YOUR GOAL:
An identical copy of the listing below is all the answer should contain.

DATA PROVIDED:
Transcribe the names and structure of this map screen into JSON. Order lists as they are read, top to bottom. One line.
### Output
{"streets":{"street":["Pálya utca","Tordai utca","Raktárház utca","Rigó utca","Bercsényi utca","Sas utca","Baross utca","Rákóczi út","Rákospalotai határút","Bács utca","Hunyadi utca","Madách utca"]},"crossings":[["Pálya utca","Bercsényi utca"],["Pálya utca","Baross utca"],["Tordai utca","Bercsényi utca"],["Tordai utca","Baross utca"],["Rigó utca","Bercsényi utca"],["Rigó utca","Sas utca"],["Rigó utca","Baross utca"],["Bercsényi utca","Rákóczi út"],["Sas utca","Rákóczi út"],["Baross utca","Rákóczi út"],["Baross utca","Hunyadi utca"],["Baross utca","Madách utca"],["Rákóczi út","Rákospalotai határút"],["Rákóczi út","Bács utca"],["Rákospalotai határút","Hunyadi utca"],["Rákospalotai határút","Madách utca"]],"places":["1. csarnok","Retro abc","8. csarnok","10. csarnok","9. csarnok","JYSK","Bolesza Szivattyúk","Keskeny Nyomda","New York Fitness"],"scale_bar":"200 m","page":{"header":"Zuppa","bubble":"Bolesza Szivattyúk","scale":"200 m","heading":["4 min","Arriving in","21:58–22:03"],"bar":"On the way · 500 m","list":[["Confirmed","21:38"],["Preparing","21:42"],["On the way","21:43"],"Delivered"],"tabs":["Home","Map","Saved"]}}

EXPECTED ANSWER:
Transcribe the names and structure of this map screen into JSON. Order lists as they are read, top to bottom. One line.
### Output
{"streets":{"street":["Pálya utca","Tordai utca","Raktárház utca","Rigó utca","Bercsényi utca","Sas utca","Baross utca","Rákóczi út","Rákospalotai határút","Bács utca","Hunyadi utca","Madách utca"]},"crossings":[["Pálya utca","Bercsényi utca"],["Pálya utca","Baross utca"],["Tordai utca","Bercsényi utca"],["Tordai utca","Baross utca"],["Rigó utca","Bercsényi utca"],["Rigó utca","Sas utca"],["Rigó utca","Baross utca"],["Bercsényi utca","Rákóczi út"],["Sas utca","Rákóczi út"],["Baross utca","Rákóczi út"],["Baross utca","Hunyadi utca"],["Baross utca","Madách utca"],["Rákóczi út","Rákospalotai határút"],["Rákóczi út","Bács utca"],["Rákospalotai határút","Hunyadi utca"],["Rákospalotai határút","Madách utca"]],"places":["1. csarnok","Retro abc","8. csarnok","10. csarnok","9. csarnok","JYSK","Bolesza Szivattyúk","Keskeny Nyomda","New York Fitness"],"scale_bar":"200 m","page":{"header":"Zuppa","bubble":"Bolesza Szivattyúk","scale":"200 m","heading":["4 min","Arriving in","21:58–22:03"],"bar":"On the way · 500 m","list":[["Confirmed","21:38"],["Preparing","21:42"],["On the way","21:43"],"Delivered"],"tabs":["Home","Map","Saved"]}}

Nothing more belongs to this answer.